▶ **What the task requires**
Both the line with "I am building a map index. Describe" and the line with "Annotation task. Build" in the records below must appear in the output, along with every line between them, exactly and with nothing added.

▶ **Data for review**

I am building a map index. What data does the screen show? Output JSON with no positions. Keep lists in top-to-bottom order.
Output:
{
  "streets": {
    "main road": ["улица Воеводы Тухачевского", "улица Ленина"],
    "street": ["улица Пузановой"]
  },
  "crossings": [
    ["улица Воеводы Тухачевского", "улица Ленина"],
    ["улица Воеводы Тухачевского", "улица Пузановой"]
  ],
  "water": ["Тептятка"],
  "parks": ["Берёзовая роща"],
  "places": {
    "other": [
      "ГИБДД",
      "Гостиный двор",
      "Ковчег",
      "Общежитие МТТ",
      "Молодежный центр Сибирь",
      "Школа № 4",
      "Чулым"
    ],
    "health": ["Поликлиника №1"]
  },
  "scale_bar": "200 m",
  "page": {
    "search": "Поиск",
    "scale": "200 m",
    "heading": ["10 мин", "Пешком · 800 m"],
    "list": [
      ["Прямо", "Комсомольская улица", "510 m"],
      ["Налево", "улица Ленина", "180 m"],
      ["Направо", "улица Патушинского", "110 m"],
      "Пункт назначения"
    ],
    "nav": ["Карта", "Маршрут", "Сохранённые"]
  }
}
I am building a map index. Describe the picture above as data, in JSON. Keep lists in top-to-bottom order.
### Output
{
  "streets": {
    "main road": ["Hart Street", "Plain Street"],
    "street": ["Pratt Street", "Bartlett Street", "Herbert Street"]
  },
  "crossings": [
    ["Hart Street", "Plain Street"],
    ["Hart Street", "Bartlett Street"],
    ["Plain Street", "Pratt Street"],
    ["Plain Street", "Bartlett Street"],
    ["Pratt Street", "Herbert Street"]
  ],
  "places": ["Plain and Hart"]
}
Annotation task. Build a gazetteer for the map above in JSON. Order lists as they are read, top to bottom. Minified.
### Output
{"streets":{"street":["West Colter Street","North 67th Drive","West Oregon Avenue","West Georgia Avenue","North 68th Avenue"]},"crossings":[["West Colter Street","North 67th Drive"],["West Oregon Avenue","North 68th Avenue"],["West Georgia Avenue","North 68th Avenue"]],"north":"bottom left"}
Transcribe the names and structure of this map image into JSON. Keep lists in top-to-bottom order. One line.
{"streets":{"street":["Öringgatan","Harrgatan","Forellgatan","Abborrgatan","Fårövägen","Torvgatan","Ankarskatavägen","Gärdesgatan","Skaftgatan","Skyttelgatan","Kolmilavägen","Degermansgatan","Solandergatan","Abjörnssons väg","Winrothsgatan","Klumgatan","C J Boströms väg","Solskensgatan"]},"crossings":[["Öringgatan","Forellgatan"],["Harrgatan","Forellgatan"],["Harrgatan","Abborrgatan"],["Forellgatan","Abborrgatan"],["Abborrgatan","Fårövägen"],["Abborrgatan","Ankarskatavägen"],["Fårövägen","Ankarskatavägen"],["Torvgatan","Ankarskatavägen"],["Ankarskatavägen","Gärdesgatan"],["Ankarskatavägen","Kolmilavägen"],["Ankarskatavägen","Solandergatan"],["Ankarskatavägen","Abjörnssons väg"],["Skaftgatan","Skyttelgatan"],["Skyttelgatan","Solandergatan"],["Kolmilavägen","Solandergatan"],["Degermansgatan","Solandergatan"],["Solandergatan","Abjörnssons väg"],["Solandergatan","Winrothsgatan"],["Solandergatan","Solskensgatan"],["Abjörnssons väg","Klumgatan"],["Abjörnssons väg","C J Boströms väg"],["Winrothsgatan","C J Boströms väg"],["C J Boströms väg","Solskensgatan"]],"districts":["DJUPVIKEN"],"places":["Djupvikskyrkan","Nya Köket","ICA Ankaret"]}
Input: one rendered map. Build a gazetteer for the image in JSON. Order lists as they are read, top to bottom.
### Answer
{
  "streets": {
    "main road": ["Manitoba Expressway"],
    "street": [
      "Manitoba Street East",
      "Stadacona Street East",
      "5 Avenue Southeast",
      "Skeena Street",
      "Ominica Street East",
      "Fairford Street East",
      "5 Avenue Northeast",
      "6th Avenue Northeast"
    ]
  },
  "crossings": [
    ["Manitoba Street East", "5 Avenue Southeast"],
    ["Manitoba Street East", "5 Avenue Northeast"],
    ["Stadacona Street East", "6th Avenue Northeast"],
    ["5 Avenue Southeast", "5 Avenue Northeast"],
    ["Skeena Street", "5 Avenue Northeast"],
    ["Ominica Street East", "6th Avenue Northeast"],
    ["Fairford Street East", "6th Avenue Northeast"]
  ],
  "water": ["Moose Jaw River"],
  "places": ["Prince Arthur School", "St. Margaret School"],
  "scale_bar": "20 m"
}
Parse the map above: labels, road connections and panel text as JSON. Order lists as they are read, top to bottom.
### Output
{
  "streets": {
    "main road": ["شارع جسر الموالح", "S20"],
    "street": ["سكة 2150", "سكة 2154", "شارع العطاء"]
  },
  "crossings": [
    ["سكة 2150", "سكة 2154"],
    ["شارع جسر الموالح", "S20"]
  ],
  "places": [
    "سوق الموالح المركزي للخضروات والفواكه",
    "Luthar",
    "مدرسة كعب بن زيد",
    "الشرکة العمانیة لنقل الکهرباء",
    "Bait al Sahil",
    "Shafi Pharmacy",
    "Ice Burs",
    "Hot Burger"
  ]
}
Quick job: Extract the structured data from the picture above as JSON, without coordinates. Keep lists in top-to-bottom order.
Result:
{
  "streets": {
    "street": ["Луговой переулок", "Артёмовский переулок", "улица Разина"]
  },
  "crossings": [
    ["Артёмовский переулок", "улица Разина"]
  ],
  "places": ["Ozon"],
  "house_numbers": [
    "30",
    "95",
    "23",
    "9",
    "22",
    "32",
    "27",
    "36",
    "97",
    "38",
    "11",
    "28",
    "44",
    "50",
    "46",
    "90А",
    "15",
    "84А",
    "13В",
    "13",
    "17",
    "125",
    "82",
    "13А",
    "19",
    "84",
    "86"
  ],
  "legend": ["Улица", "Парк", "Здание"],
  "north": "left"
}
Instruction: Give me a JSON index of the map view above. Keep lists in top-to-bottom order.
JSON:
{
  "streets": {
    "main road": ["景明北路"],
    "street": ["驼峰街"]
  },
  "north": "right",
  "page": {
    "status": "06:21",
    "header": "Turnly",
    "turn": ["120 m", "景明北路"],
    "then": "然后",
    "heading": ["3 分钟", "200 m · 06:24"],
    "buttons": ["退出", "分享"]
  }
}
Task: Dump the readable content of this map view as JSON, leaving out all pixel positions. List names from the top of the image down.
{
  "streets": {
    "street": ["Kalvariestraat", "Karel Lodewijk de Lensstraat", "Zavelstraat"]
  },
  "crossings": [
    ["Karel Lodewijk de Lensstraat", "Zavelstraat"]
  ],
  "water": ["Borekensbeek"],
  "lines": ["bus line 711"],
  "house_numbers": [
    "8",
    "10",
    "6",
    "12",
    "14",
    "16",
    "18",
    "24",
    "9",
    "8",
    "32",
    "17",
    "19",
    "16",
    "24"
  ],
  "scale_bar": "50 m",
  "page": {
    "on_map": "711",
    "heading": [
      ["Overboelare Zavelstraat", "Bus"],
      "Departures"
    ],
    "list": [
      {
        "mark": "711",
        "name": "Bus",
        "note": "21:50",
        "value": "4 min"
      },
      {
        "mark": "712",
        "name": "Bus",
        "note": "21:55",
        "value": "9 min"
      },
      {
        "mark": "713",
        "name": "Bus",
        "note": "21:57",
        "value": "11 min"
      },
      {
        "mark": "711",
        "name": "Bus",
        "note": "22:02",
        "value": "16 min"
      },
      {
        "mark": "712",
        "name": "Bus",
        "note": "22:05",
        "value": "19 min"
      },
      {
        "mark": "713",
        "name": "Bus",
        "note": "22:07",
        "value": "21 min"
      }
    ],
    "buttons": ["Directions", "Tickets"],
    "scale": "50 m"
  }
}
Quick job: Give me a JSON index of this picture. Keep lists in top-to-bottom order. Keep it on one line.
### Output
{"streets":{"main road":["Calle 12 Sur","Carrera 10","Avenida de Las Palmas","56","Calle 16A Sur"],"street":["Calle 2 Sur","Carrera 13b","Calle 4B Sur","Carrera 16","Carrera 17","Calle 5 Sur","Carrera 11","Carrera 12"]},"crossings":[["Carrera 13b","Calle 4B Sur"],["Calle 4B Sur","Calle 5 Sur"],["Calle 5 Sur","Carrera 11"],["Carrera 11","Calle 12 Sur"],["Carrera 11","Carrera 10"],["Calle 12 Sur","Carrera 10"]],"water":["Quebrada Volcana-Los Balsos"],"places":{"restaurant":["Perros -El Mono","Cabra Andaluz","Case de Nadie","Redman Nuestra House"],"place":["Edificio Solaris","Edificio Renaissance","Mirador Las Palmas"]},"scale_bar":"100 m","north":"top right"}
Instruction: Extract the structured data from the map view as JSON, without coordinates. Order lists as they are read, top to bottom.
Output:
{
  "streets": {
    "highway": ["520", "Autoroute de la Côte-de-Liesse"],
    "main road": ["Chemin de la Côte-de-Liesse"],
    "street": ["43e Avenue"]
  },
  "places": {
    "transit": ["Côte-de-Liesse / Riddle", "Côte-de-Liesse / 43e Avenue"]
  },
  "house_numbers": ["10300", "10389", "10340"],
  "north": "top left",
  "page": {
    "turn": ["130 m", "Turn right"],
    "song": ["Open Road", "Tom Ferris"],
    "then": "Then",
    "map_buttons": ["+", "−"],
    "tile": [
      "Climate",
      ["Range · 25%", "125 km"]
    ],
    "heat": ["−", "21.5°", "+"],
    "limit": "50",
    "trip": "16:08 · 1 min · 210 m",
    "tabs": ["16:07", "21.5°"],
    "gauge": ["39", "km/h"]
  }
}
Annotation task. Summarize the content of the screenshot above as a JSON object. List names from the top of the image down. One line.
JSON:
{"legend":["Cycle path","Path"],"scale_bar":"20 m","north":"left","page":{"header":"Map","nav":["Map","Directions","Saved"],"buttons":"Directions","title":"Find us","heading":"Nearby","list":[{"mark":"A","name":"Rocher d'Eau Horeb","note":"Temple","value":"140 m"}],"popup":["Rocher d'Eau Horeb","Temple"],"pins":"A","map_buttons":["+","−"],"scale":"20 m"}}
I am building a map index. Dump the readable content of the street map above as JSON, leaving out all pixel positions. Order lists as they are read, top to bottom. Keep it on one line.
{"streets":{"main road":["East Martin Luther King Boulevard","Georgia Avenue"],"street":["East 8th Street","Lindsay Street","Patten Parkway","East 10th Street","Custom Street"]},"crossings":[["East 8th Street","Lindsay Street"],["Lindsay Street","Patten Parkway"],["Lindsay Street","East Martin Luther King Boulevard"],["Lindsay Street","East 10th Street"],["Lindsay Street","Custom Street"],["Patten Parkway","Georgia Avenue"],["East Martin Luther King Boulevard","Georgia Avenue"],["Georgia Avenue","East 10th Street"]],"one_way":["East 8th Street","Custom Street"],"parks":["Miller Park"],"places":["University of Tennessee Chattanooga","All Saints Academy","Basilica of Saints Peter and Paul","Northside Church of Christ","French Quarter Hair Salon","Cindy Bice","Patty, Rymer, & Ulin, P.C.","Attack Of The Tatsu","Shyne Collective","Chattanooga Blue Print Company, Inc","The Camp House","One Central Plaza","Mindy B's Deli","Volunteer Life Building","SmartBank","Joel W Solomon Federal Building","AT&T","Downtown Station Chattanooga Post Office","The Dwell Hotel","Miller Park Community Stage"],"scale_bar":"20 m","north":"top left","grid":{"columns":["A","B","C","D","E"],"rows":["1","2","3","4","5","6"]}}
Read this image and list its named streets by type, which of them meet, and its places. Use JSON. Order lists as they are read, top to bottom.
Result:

▶ **Answer**
I am building a map index. Describe the picture above as data, in JSON. Keep lists in top-to-bottom order.
### Output
{
  "streets": {
    "main road": ["Hart Street", "Plain Street"],
    "street": ["Pratt Street", "Bartlett Street", "Herbert Street"]
  },
  "crossings": [
    ["Hart Street", "Plain Street"],
    ["Hart Street", "Bartlett Street"],
    ["Plain Street", "Pratt Street"],
    ["Plain Street", "Bartlett Street"],
    ["Pratt Street", "Herbert Street"]
  ],
  "places": ["Plain and Hart"]
}
Annotation task. Build a gazetteer for the map above in JSON. Order lists as they are read, top to bottom. Minified.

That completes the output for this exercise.